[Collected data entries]
★ ★ ★ ★ ★ ★ ★
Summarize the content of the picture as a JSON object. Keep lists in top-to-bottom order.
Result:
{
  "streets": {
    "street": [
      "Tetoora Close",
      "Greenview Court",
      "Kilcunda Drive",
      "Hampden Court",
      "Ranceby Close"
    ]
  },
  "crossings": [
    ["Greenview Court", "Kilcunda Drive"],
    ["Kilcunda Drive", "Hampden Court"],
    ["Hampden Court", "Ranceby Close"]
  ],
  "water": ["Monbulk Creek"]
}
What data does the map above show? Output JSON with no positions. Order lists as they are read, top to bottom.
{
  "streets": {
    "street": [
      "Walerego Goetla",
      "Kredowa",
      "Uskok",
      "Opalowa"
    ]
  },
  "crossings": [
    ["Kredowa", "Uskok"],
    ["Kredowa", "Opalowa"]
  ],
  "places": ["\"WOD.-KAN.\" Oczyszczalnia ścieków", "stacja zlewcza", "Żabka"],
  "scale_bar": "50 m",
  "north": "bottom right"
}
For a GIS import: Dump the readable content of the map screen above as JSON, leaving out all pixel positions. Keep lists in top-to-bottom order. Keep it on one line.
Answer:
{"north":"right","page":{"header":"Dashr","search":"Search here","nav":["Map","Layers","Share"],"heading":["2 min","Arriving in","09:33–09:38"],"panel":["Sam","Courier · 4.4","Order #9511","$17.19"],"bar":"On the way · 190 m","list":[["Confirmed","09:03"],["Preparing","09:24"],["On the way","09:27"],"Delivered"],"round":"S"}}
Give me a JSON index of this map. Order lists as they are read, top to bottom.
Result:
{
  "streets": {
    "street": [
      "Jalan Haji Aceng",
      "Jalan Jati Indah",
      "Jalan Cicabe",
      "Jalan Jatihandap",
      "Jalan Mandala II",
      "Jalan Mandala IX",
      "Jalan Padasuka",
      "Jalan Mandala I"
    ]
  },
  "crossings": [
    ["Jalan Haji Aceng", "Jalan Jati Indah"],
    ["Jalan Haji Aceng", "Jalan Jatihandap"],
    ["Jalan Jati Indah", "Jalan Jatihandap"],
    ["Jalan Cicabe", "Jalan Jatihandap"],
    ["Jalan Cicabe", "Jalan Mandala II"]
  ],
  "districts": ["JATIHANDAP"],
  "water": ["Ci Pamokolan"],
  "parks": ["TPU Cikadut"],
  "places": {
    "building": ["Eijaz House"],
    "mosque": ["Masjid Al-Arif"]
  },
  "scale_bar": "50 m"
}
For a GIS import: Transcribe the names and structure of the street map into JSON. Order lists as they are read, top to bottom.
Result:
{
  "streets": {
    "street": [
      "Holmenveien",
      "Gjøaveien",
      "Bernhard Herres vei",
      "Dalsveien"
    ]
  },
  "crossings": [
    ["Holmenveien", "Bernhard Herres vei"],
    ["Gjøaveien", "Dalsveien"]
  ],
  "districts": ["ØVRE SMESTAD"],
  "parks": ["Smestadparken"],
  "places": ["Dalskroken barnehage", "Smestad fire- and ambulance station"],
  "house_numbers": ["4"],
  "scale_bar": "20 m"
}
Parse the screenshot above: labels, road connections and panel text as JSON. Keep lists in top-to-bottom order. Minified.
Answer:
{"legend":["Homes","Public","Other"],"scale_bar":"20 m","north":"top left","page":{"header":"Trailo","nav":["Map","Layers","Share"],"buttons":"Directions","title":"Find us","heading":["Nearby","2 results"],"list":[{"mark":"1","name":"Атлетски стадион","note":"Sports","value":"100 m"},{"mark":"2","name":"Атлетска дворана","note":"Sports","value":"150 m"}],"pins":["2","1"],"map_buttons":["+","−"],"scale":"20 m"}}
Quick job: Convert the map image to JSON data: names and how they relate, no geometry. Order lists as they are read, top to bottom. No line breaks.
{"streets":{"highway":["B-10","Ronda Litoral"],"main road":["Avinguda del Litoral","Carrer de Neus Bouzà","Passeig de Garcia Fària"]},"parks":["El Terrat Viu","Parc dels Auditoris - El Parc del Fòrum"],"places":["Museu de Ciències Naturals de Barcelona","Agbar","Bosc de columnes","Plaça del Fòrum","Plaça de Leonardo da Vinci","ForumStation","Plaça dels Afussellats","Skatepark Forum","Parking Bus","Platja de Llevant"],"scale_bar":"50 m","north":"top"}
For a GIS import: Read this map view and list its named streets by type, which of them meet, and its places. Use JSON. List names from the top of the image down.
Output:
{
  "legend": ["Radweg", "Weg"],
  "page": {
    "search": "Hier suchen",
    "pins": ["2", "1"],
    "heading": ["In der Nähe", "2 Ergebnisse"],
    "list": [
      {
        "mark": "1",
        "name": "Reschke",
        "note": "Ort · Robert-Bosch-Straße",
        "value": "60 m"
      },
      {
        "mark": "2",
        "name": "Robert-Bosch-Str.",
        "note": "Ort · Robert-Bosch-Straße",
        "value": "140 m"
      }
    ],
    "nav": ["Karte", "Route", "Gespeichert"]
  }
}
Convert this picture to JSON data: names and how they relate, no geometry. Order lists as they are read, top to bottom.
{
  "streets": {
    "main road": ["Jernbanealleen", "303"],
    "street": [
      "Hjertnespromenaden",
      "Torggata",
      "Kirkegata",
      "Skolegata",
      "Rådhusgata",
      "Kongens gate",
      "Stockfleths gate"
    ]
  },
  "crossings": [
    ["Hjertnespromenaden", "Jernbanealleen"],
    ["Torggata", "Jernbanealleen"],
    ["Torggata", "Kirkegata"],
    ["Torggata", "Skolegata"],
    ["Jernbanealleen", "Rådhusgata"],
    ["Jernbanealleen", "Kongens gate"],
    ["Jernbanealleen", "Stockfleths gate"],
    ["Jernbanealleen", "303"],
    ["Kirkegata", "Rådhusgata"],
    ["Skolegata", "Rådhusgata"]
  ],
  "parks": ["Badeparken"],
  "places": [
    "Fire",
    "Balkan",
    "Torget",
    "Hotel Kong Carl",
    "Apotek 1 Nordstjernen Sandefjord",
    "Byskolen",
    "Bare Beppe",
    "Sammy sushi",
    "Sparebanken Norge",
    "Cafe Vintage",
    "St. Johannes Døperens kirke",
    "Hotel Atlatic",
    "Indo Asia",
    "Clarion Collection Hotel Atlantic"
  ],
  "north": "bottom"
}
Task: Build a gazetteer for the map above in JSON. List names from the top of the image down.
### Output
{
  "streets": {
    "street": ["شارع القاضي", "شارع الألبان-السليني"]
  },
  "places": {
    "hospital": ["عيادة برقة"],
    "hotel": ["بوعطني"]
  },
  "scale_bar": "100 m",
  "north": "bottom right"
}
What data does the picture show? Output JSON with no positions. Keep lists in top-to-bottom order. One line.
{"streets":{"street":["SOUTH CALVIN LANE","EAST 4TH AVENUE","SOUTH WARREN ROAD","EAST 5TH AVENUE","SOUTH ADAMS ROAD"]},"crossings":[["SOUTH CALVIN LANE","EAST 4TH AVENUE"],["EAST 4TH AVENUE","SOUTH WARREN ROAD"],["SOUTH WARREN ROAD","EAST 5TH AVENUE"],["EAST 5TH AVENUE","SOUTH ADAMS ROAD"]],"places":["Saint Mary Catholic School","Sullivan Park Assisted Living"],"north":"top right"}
★ ★ ★ ★ ★ ★ ★
Type out the entries again, word for word.

Summarize the content of the picture as a JSON object. Keep lists in top-to-bottom order.
Result:
{
  "streets": {
    "street": [
      "Tetoora Close",
      "Greenview Court",
      "Kilcunda Drive",
      "Hampden Court",
      "Ranceby Close"
    ]
  },
  "crossings": [
    ["Greenview Court", "Kilcunda Drive"],
    ["Kilcunda Drive", "Hampden Court"],
    ["Hampden Court", "Ranceby Close"]
  ],
  "water": ["Monbulk Creek"]
}
What data does the map above show? Output JSON with no positions. Order lists as they are read, top to bottom.
{
  "streets": {
    "street": [
      "Walerego Goetla",
      "Kredowa",
      "Uskok",
      "Opalowa"
    ]
  },
  "crossings": [
    ["Kredowa", "Uskok"],
    ["Kredowa", "Opalowa"]
  ],
  "places": ["\"WOD.-KAN.\" Oczyszczalnia ścieków", "stacja zlewcza", "Żabka"],
  "scale_bar": "50 m",
  "north": "bottom right"
}
For a GIS import: Dump the readable content of the map screen above as JSON, leaving out all pixel positions. Keep lists in top-to-bottom order. Keep it on one line.
Answer:
{"north":"right","page":{"header":"Dashr","search":"Search here","nav":["Map","Layers","Share"],"heading":["2 min","Arriving in","09:33–09:38"],"panel":["Sam","Courier · 4.4","Order #9511","$17.19"],"bar":"On the way · 190 m","list":[["Confirmed","09:03"],["Preparing","09:24"],["On the way","09:27"],"Delivered"],"round":"S"}}
Give me a JSON index of this map. Order lists as they are read, top to bottom.
Result:
{
  "streets": {
    "street": [
      "Jalan Haji Aceng",
      "Jalan Jati Indah",
      "Jalan Cicabe",
      "Jalan Jatihandap",
      "Jalan Mandala II",
      "Jalan Mandala IX",
      "Jalan Padasuka",
      "Jalan Mandala I"
    ]
  },
  "crossings": [
    ["Jalan Haji Aceng", "Jalan Jati Indah"],
    ["Jalan Haji Aceng", "Jalan Jatihandap"],
    ["Jalan Jati Indah", "Jalan Jatihandap"],
    ["Jalan Cicabe", "Jalan Jatihandap"],
    ["Jalan Cicabe", "Jalan Mandala II"]
  ],
  "districts": ["JATIHANDAP"],
  "water": ["Ci Pamokolan"],
  "parks": ["TPU Cikadut"],
  "places": {
    "building": ["Eijaz House"],
    "mosque": ["Masjid Al-Arif"]
  },
  "scale_bar": "50 m"
}
For a GIS import: Transcribe the names and structure of the street map into JSON. Order lists as they are read, top to bottom.
Result:
{
  "streets": {
    "street": [
      "Holmenveien",
      "Gjøaveien",
      "Bernhard Herres vei",
      "Dalsveien"
    ]
  },
  "crossings": [
    ["Holmenveien", "Bernhard Herres vei"],
    ["Gjøaveien", "Dalsveien"]
  ],
  "districts": ["ØVRE SMESTAD"],
  "parks": ["Smestadparken"],
  "places": ["Dalskroken barnehage", "Smestad fire- and ambulance station"],
  "house_numbers": ["4"],
  "scale_bar": "20 m"
}
Parse the screenshot above: labels, road connections and panel text as JSON. Keep lists in top-to-bottom order. Minified.
Answer:
{"legend":["Homes","Public","Other"],"scale_bar":"20 m","north":"top left","page":{"header":"Trailo","nav":["Map","Layers","Share"],"buttons":"Directions","title":"Find us","heading":["Nearby","2 results"],"list":[{"mark":"1","name":"Атлетски стадион","note":"Sports","value":"100 m"},{"mark":"2","name":"Атлетска дворана","note":"Sports","value":"150 m"}],"pins":["2","1"],"map_buttons":["+","−"],"scale":"20 m"}}
Quick job: Convert the map image to JSON data: names and how they relate, no geometry. Order lists as they are read, top to bottom. No line breaks.
{"streets":{"highway":["B-10","Ronda Litoral"],"main road":["Avinguda del Litoral","Carrer de Neus Bouzà","Passeig de Garcia Fària"]},"parks":["El Terrat Viu","Parc dels Auditoris - El Parc del Fòrum"],"places":["Museu de Ciències Naturals de Barcelona","Agbar","Bosc de columnes","Plaça del Fòrum","Plaça de Leonardo da Vinci","ForumStation","Plaça dels Afussellats","Skatepark Forum","Parking Bus","Platja de Llevant"],"scale_bar":"50 m","north":"top"}
For a GIS import: Read this map view and list its named streets by type, which of them meet, and its places. Use JSON. List names from the top of the image down.
Output:
{
  "legend": ["Radweg", "Weg"],
  "page": {
    "search": "Hier suchen",
    "pins": ["2", "1"],
    "heading": ["In der Nähe", "2 Ergebnisse"],
    "list": [
      {
        "mark": "1",
        "name": "Reschke",
        "note": "Ort · Robert-Bosch-Straße",
        "value": "60 m"
      },
      {
        "mark": "2",
        "name": "Robert-Bosch-Str.",
        "note": "Ort · Robert-Bosch-Straße",
        "value": "140 m"
      }
    ],
    "nav": ["Karte", "Route", "Gespeichert"]
  }
}
Convert this picture to JSON data: names and how they relate, no geometry. Order lists as they are read, top to bottom.
{
  "streets": {
    "main road": ["Jernbanealleen", "303"],
    "street": [
      "Hjertnespromenaden",
      "Torggata",
      "Kirkegata",
      "Skolegata",
      "Rådhusgata",
      "Kongens gate",
      "Stockfleths gate"
    ]
  },
  "crossings": [
    ["Hjertnespromenaden", "Jernbanealleen"],
    ["Torggata", "Jernbanealleen"],
    ["Torggata", "Kirkegata"],
    ["Torggata", "Skolegata"],
    ["Jernbanealleen", "Rådhusgata"],
    ["Jernbanealleen", "Kongens gate"],
    ["Jernbanealleen", "Stockfleths gate"],
    ["Jernbanealleen", "303"],
    ["Kirkegata", "Rådhusgata"],
    ["Skolegata", "Rådhusgata"]
  ],
  "parks": ["Badeparken"],
  "places": [
    "Fire",
    "Balkan",
    "Torget",
    "Hotel Kong Carl",
    "Apotek 1 Nordstjernen Sandefjord",
    "Byskolen",
    "Bare Beppe",
    "Sammy sushi",
    "Sparebanken Norge",
    "Cafe Vintage",
    "St. Johannes Døperens kirke",
    "Hotel Atlatic",
    "Indo Asia",
    "Clarion Collection Hotel Atlantic"
  ],
  "north": "bottom"
}
Task: Build a gazetteer for the map above in JSON. List names from the top of the image down.
### Output
{
  "streets": {
    "street": ["شارع القاضي", "شارع الألبان-السليني"]
  },
  "places": {
    "hospital": ["عيادة برقة"],
    "hotel": ["بوعطني"]
  },
  "scale_bar": "100 m",
  "north": "bottom right"
}
What data does the picture show? Output JSON with no positions. Keep lists in top-to-bottom order. One line.
{"streets":{"street":["SOUTH CALVIN LANE","EAST 4TH AVENUE","SOUTH WARREN ROAD","EAST 5TH AVENUE","SOUTH ADAMS ROAD"]},"crossings":[["SOUTH CALVIN LANE","EAST 4TH AVENUE"],["EAST 4TH AVENUE","SOUTH WARREN ROAD"],["SOUTH WARREN ROAD","EAST 5TH AVENUE"],["EAST 5TH AVENUE","SOUTH ADAMS ROAD"]],"places":["Saint Mary Catholic School","Sullivan Park Assisted Living"],"north":"top right"}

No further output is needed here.